Débuta alors ce long monologue avec les silences, sous la forme d’une impitoyable course de côte, pour que les pourcentages et l’altitude parvinrent à consumer les organismes. Le but, survivre à la poésie meurtrière de ces rampes oniriques (2115 m, 19 km à 7,4%), devant une foule considérable réunie dès les contreforts du géant, venue célébrer autre chose que le seul passage des coureurs, disons la noblesse des lieux. Sous l’impulsion d’abord des G-FDJ de Pinot et des Movistar de Quintana, le peloton avait déjà avalé les anciens échappés, hormis Romain Sicard, seul en tête, et Lilian Calmejane et Elie Gesbert, intercalés. Initiative très temporaire. A dix kilomètres du sommet, les favoris commencèrent à se dissoudre, au cœur d’un peloton réduit à minima. Exit les frères Yates. Quand les Ineos prirent les commandes de l’escalade, nous découvrîmes notre maillot jaune bien pelotonné derrière Thomas, Bernal et Pinot.
Et puis, soudain, le garde du corps de Pinot, David Gaudu, força l’allure, avec son leader dans la roue. Exit Quintana, Porte, Mas, Valverde... Alaphilippe s’installa dans ce petit dodelinement anxieux, souvent en danseuse, à l’arrache, qui semblait signer l’imminence de l’instant fatal. Nous crûmes, à tort, que ce serait ce moment où la force d’un homme claque la porte et s’enfuit. Dans les trois derniers kilomètres, deux équipiers du Néerlandais Steven Kruijswijk (Jumbo) embrayèrent méchamment. Alaphilippe s’accrochait toujours, suçant le dossard de Thomas, lui-même pas vraiment à sa place en fond de groupe. Uran et Fuglsang lâchèrent prise. Et l’improbable se produisit: à 900 mètres de l’arrivée, Geraint Thomas plia, craqua, se livrant aux tortures de plus en plus désordonnées de son effort. Le croyez-vous?
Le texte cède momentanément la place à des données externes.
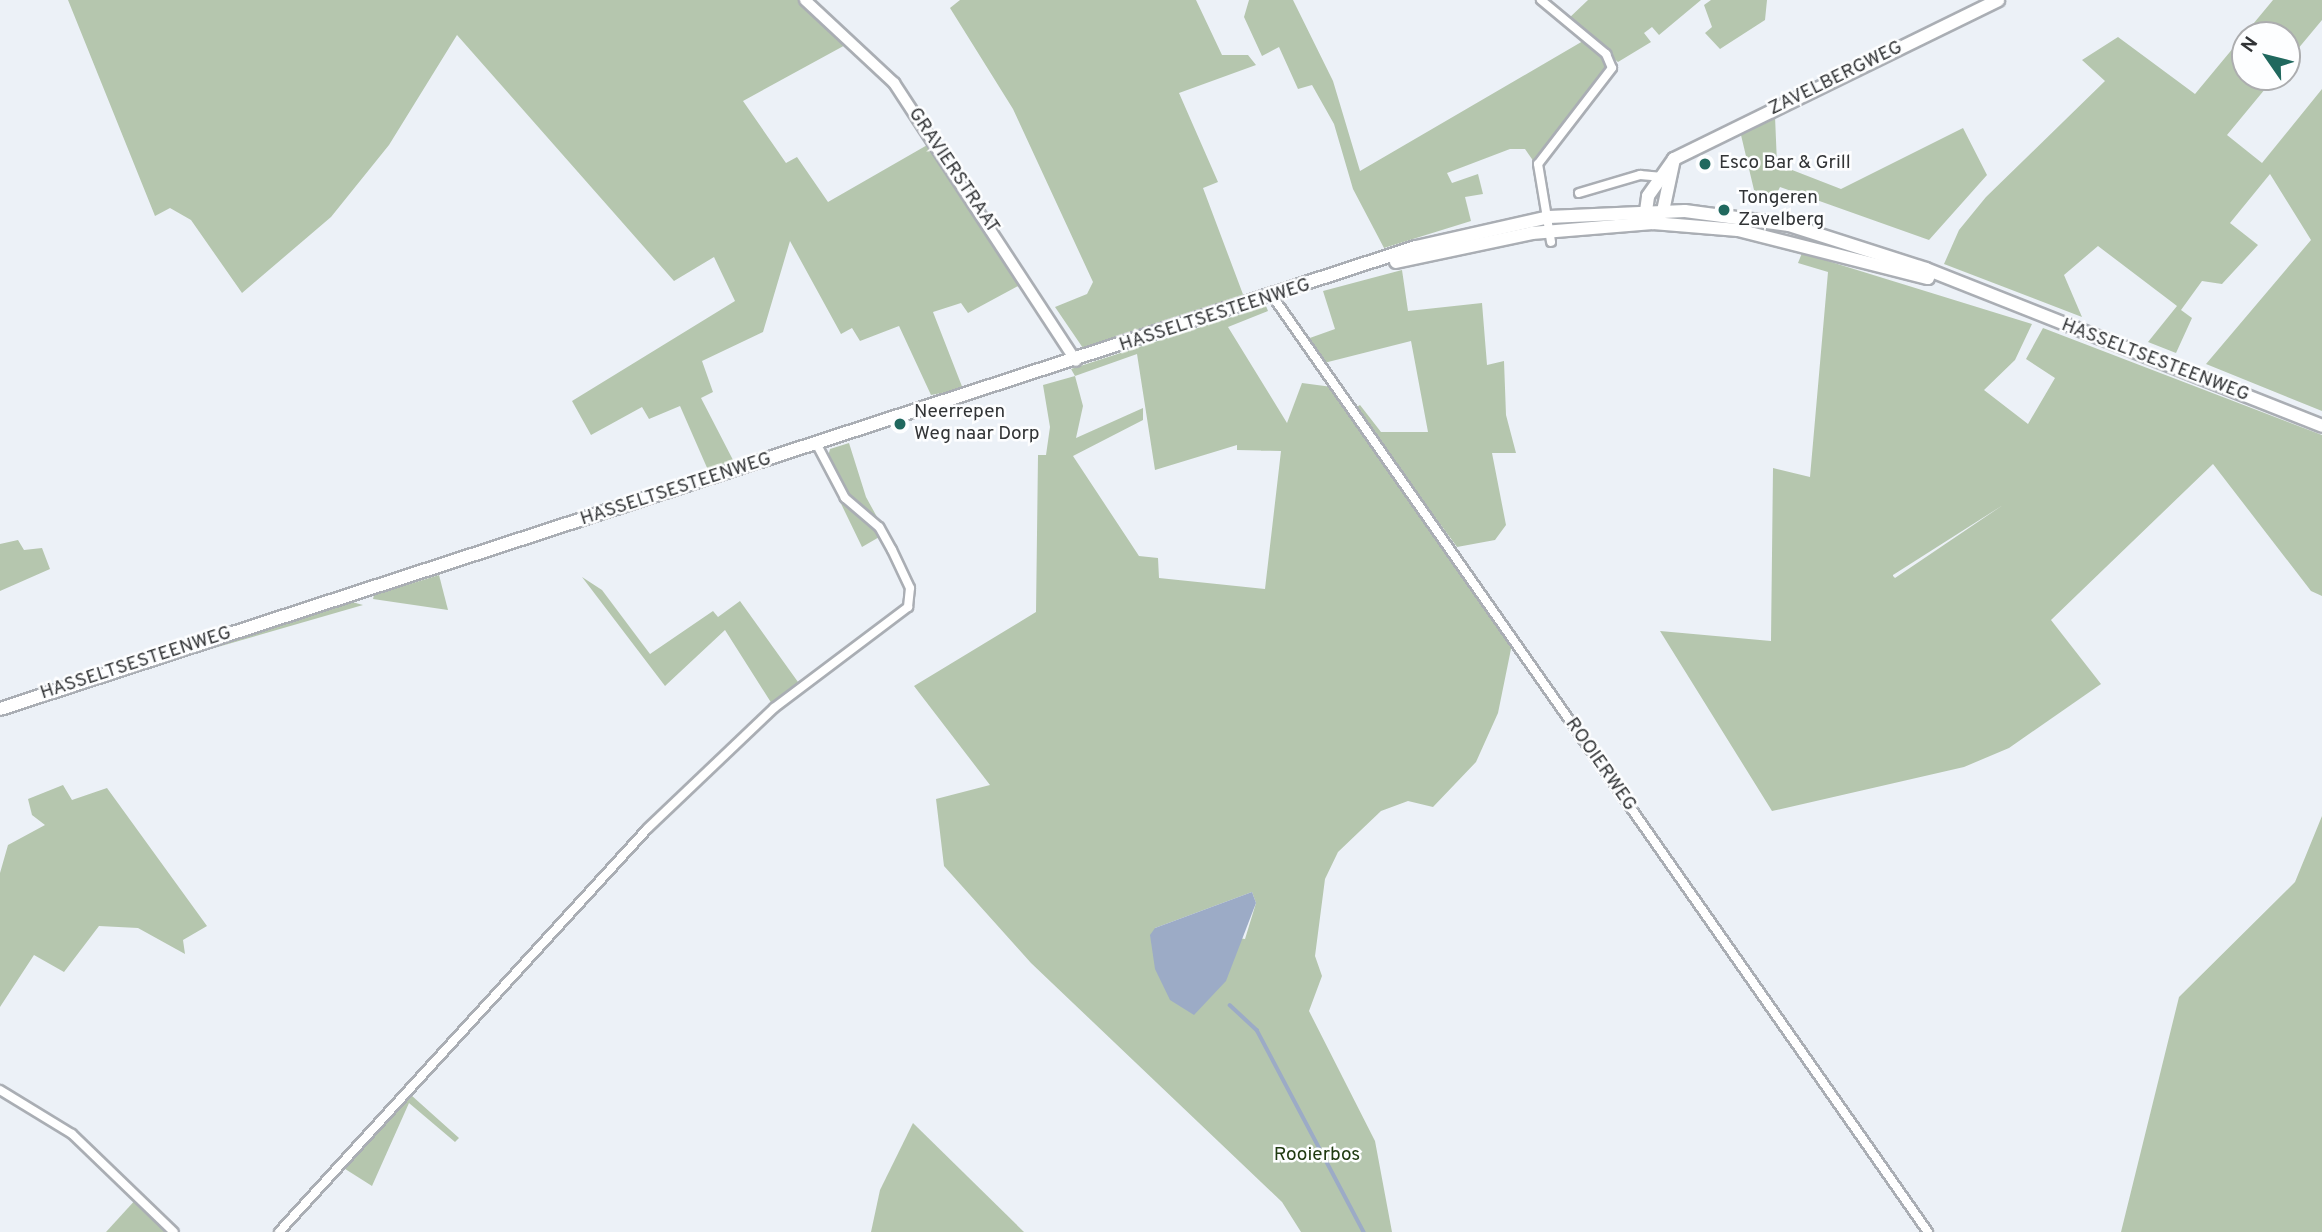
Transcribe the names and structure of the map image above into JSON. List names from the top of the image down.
{
  "streets": {
    "main road": ["ZAVELBERGWEG", "HASSELTSESTEENWEG"],
    "street": ["GRAVIERSTRAAT", "ROOIERWEG"]
  },
  "crossings": [
    ["ZAVELBERGWEG", "HASSELTSESTEENWEG"],
    ["GRAVIERSTRAAT", "HASSELTSESTEENWEG"],
    ["HASSELTSESTEENWEG", "ROOIERWEG"]
  ],
  "parks": ["Rooierbos"],
  "places": ["Esco Bar & Grill", "Tongeren Zavelberg", "Neerrepen Weg naar Dorp"],
  "north": "top left"
}
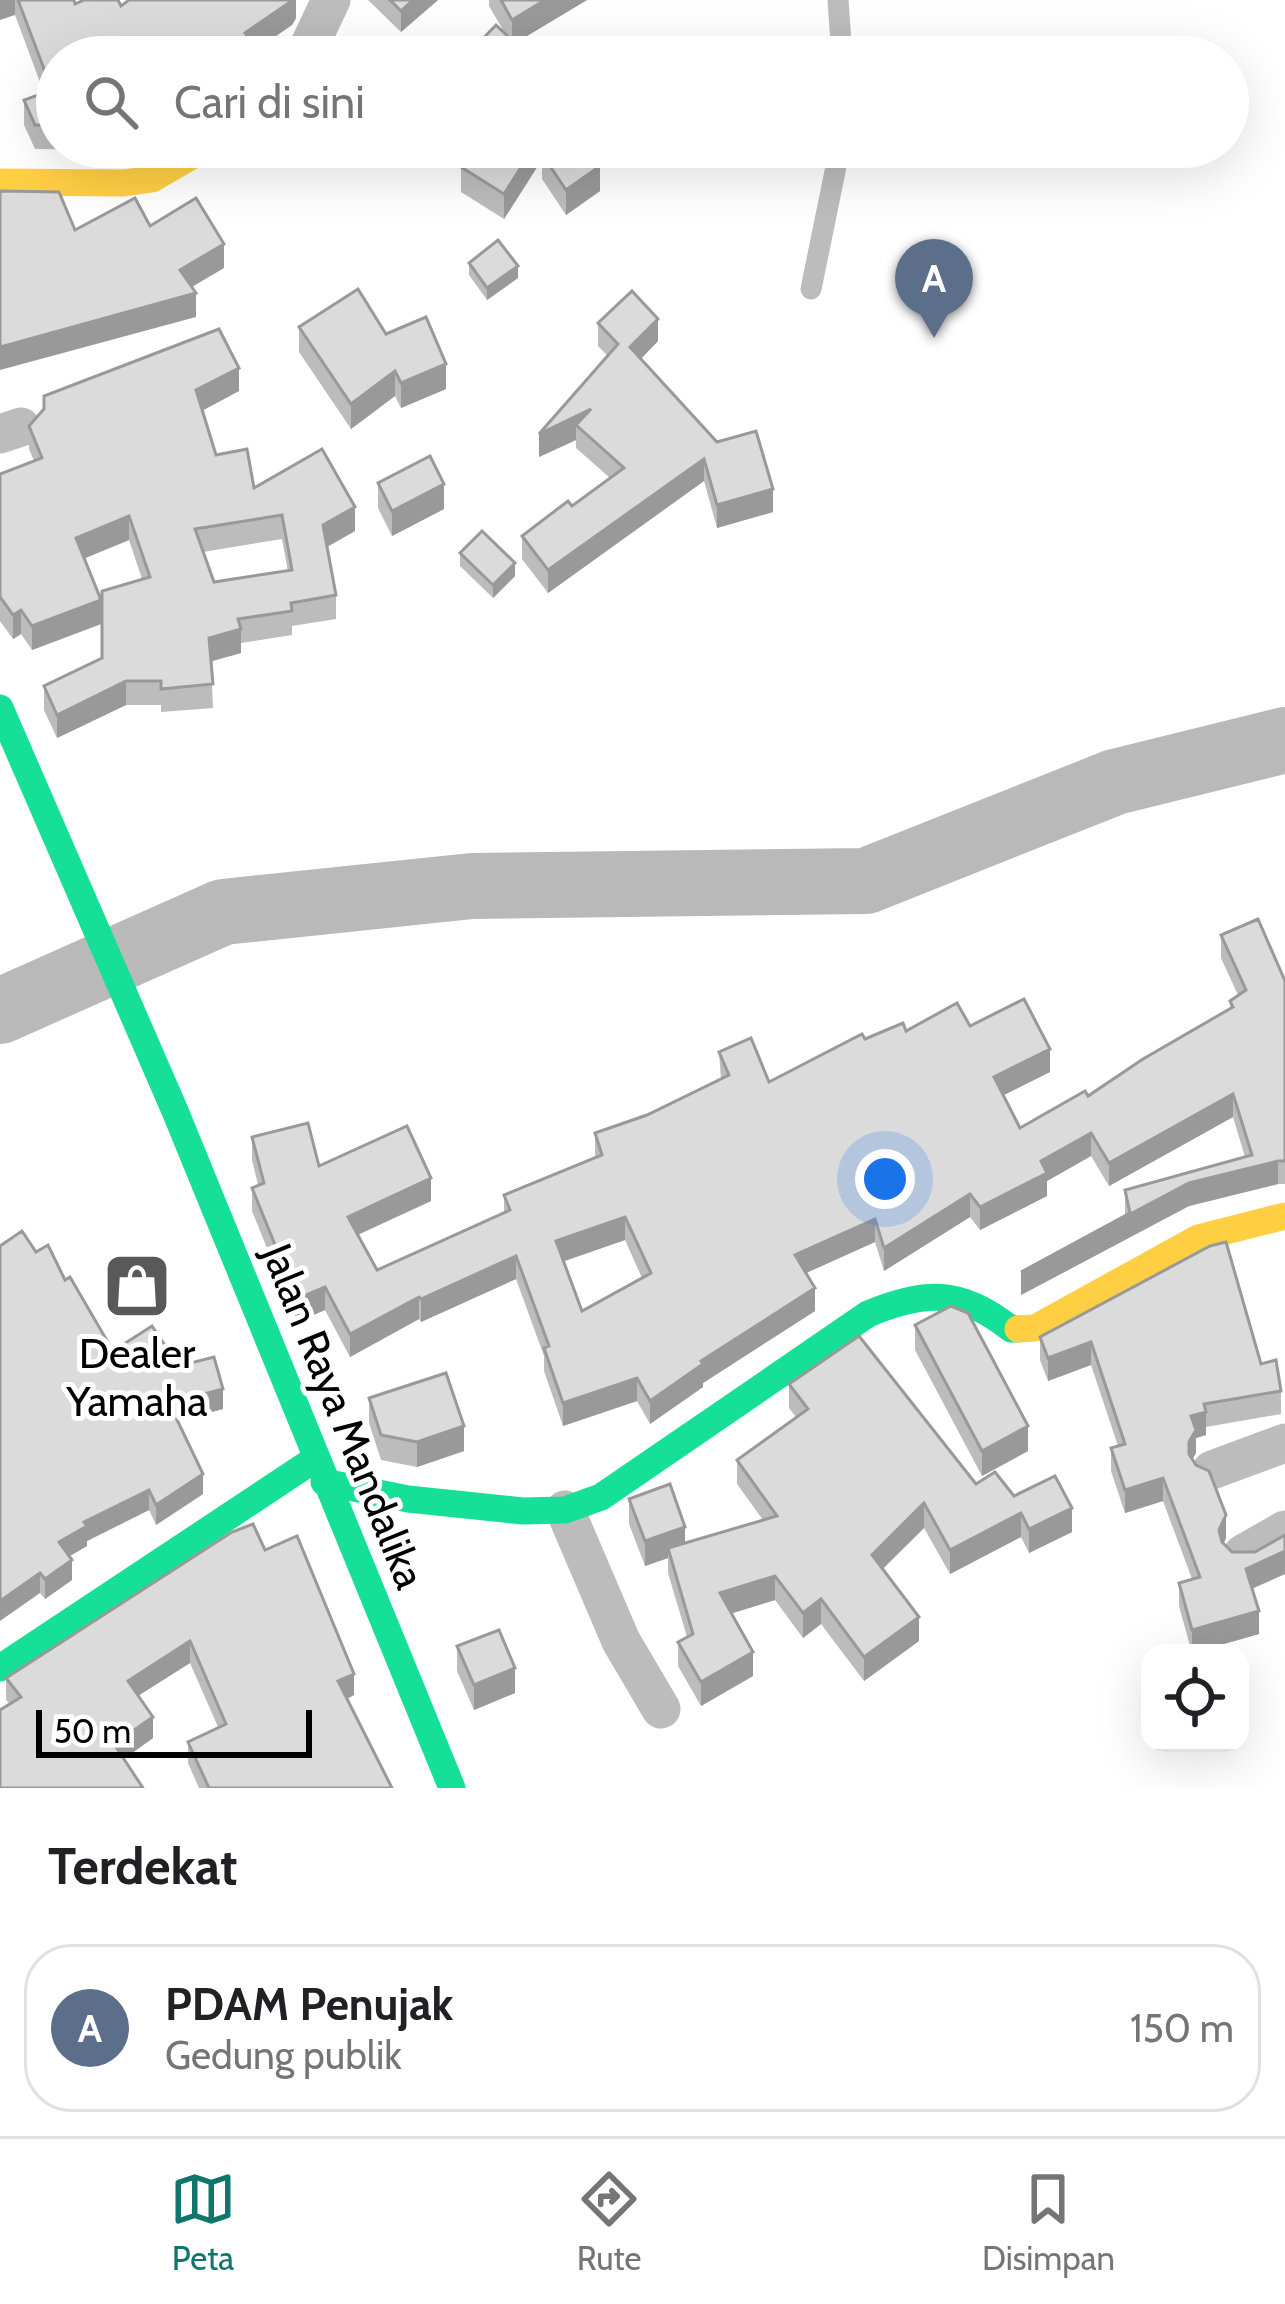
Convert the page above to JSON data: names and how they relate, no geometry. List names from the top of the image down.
{
  "streets": {
    "street": ["Jalan Raya Mandalika"]
  },
  "places": {
    "shop": ["Dealer Yamaha"]
  },
  "scale_bar": "50 m",
  "page": {
    "search": "Cari di sini",
    "pins": "A",
    "scale": "50 m",
    "heading": "Terdekat",
    "list": [
      {
        "mark": "A",
        "name": "PDAM Penujak",
        "note": "Gedung publik",
        "value": "150 m"
      }
    ],
    "nav": ["Peta", "Rute", "Disimpan"]
  }
}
Alaphilippe suivait toujours, dans des déhanchements heurtés mais efficaces, nullement perturbé par le rythme fou de Buchmann, Pinot, Kruijswijk, Bernal et Landa…
Ce qui devait s’écrire surgit alors d’une claire définition: Thibaut Pinot, qui avait coché cette étape dans son calendrier intime, s’envola vers le bleu du profond du ciel et remporta une victoire de prestige méritée et prometteuse. Derrière, à ce moment de tension extrême, le scénario devint surréaliste. Car ce fut Alaphilippe en personne qui mangea la route dressée devant lui pour se frayer un chemin imprévu – encore une fois. Non seulement il prit la deuxième place, mais les bonifications dévolues. Comment croire ce qui se déroulait sous nos yeux jaunis? Nous, étonnés. Lui, découvrant les vertus mirifiques d’une arrivée au Tourmalet, qui lui dévoilait une réalité assez magistrale: la sienne. Alaphilippe confortait son maillot jaune, renvoyant désormais Thomas à plus de deux minutes. Qui l’eut cru?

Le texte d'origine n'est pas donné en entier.